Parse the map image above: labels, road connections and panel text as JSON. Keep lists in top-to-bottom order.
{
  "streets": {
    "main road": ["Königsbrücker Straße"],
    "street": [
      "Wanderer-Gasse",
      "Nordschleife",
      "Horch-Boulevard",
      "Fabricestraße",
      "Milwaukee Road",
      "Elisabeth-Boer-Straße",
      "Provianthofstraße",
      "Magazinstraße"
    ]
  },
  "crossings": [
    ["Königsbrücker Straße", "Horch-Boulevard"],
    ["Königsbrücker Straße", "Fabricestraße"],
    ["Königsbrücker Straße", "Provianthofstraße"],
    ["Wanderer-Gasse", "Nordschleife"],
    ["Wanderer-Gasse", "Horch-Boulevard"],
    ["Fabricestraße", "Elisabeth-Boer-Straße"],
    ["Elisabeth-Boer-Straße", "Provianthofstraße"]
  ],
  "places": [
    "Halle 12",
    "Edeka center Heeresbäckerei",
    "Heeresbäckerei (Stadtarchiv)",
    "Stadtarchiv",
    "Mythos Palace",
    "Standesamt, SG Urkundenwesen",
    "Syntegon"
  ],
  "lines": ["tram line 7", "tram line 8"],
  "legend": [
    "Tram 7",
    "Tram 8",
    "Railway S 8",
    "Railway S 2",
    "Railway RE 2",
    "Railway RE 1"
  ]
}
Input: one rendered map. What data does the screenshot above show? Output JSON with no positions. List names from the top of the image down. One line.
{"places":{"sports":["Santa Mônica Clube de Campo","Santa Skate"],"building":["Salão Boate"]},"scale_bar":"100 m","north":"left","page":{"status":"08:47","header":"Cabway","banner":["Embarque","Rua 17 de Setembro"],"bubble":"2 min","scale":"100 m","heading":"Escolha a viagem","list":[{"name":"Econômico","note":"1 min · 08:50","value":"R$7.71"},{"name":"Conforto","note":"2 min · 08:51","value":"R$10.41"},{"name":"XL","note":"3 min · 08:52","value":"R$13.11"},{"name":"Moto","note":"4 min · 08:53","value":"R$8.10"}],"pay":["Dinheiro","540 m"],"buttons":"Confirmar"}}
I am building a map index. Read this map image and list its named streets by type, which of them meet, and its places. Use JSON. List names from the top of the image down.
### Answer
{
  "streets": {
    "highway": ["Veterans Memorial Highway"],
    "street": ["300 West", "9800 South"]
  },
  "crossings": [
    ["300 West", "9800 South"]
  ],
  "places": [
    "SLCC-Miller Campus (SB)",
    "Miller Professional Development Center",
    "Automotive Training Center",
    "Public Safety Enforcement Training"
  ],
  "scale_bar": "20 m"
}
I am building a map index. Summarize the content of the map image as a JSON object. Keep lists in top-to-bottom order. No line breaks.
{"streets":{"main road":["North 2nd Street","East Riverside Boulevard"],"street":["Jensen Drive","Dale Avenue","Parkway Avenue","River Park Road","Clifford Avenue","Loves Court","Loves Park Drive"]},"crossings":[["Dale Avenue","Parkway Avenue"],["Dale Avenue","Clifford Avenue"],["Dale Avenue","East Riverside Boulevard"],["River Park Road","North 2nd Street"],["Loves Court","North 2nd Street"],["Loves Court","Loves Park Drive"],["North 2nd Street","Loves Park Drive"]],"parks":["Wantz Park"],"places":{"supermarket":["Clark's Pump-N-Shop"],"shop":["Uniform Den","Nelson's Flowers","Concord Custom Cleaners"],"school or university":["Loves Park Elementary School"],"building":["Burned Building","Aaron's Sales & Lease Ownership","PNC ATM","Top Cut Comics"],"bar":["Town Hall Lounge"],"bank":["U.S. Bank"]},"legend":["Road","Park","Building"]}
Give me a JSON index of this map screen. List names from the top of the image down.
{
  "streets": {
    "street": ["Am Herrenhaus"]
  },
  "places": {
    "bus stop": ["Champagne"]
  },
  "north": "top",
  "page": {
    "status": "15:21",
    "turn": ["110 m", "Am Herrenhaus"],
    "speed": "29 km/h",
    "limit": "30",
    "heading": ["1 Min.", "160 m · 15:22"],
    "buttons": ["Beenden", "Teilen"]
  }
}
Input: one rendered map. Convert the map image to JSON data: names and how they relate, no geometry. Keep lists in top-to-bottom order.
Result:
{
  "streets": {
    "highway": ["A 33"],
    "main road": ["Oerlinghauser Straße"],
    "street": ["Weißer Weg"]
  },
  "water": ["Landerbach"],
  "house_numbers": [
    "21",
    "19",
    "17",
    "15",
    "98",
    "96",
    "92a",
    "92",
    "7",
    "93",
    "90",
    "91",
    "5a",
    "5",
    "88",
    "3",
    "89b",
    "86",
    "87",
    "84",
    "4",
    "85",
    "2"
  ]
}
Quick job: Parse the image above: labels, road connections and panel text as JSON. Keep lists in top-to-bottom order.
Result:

Description of the task
A faithful, word-for-word copy of the data is the expected answer.

Problem solution
Parse the map image above: labels, road connections and panel text as JSON. Keep lists in top-to-bottom order.
{
  "streets": {
    "main road": ["Königsbrücker Straße"],
    "street": [
      "Wanderer-Gasse",
      "Nordschleife",
      "Horch-Boulevard",
      "Fabricestraße",
      "Milwaukee Road",
      "Elisabeth-Boer-Straße",
      "Provianthofstraße",
      "Magazinstraße"
    ]
  },
  "crossings": [
    ["Königsbrücker Straße", "Horch-Boulevard"],
    ["Königsbrücker Straße", "Fabricestraße"],
    ["Königsbrücker Straße", "Provianthofstraße"],
    ["Wanderer-Gasse", "Nordschleife"],
    ["Wanderer-Gasse", "Horch-Boulevard"],
    ["Fabricestraße", "Elisabeth-Boer-Straße"],
    ["Elisabeth-Boer-Straße", "Provianthofstraße"]
  ],
  "places": [
    "Halle 12",
    "Edeka center Heeresbäckerei",
    "Heeresbäckerei (Stadtarchiv)",
    "Stadtarchiv",
    "Mythos Palace",
    "Standesamt, SG Urkundenwesen",
    "Syntegon"
  ],
  "lines": ["tram line 7", "tram line 8"],
  "legend": [
    "Tram 7",
    "Tram 8",
    "Railway S 8",
    "Railway S 2",
    "Railway RE 2",
    "Railway RE 1"
  ]
}
Input: one rendered map. What data does the screenshot above show? Output JSON with no positions. List names from the top of the image down. One line.
{"places":{"sports":["Santa Mônica Clube de Campo","Santa Skate"],"building":["Salão Boate"]},"scale_bar":"100 m","north":"left","page":{"status":"08:47","header":"Cabway","banner":["Embarque","Rua 17 de Setembro"],"bubble":"2 min","scale":"100 m","heading":"Escolha a viagem","list":[{"name":"Econômico","note":"1 min · 08:50","value":"R$7.71"},{"name":"Conforto","note":"2 min · 08:51","value":"R$10.41"},{"name":"XL","note":"3 min · 08:52","value":"R$13.11"},{"name":"Moto","note":"4 min · 08:53","value":"R$8.10"}],"pay":["Dinheiro","540 m"],"buttons":"Confirmar"}}
I am building a map index. Read this map image and list its named streets by type, which of them meet, and its places. Use JSON. List names from the top of the image down.
### Answer
{
  "streets": {
    "highway": ["Veterans Memorial Highway"],
    "street": ["300 West", "9800 South"]
  },
  "crossings": [
    ["300 West", "9800 South"]
  ],
  "places": [
    "SLCC-Miller Campus (SB)",
    "Miller Professional Development Center",
    "Automotive Training Center",
    "Public Safety Enforcement Training"
  ],
  "scale_bar": "20 m"
}
I am building a map index. Summarize the content of the map image as a JSON object. Keep lists in top-to-bottom order. No line breaks.
{"streets":{"main road":["North 2nd Street","East Riverside Boulevard"],"street":["Jensen Drive","Dale Avenue","Parkway Avenue","River Park Road","Clifford Avenue","Loves Court","Loves Park Drive"]},"crossings":[["Dale Avenue","Parkway Avenue"],["Dale Avenue","Clifford Avenue"],["Dale Avenue","East Riverside Boulevard"],["River Park Road","North 2nd Street"],["Loves Court","North 2nd Street"],["Loves Court","Loves Park Drive"],["North 2nd Street","Loves Park Drive"]],"parks":["Wantz Park"],"places":{"supermarket":["Clark's Pump-N-Shop"],"shop":["Uniform Den","Nelson's Flowers","Concord Custom Cleaners"],"school or university":["Loves Park Elementary School"],"building":["Burned Building","Aaron's Sales & Lease Ownership","PNC ATM","Top Cut Comics"],"bar":["Town Hall Lounge"],"bank":["U.S. Bank"]},"legend":["Road","Park","Building"]}
Give me a JSON index of this map screen. List names from the top of the image down.
{
  "streets": {
    "street": ["Am Herrenhaus"]
  },
  "places": {
    "bus stop": ["Champagne"]
  },
  "north": "top",
  "page": {
    "status": "15:21",
    "turn": ["110 m", "Am Herrenhaus"],
    "speed": "29 km/h",
    "limit": "30",
    "heading": ["1 Min.", "160 m · 15:22"],
    "buttons": ["Beenden", "Teilen"]
  }
}
Input: one rendered map. Convert the map image to JSON data: names and how they relate, no geometry. Keep lists in top-to-bottom order.
Result:
{
  "streets": {
    "highway": ["A 33"],
    "main road": ["Oerlinghauser Straße"],
    "street": ["Weißer Weg"]
  },
  "water": ["Landerbach"],
  "house_numbers": [
    "21",
    "19",
    "17",
    "15",
    "98",
    "96",
    "92a",
    "92",
    "7",
    "93",
    "90",
    "91",
    "5a",
    "5",
    "88",
    "3",
    "89b",
    "86",
    "87",
    "84",
    "4",
    "85",
    "2"
  ]
}
Quick job: Parse the image above: labels, road connections and panel text as JSON. Keep lists in top-to-bottom order.
Result:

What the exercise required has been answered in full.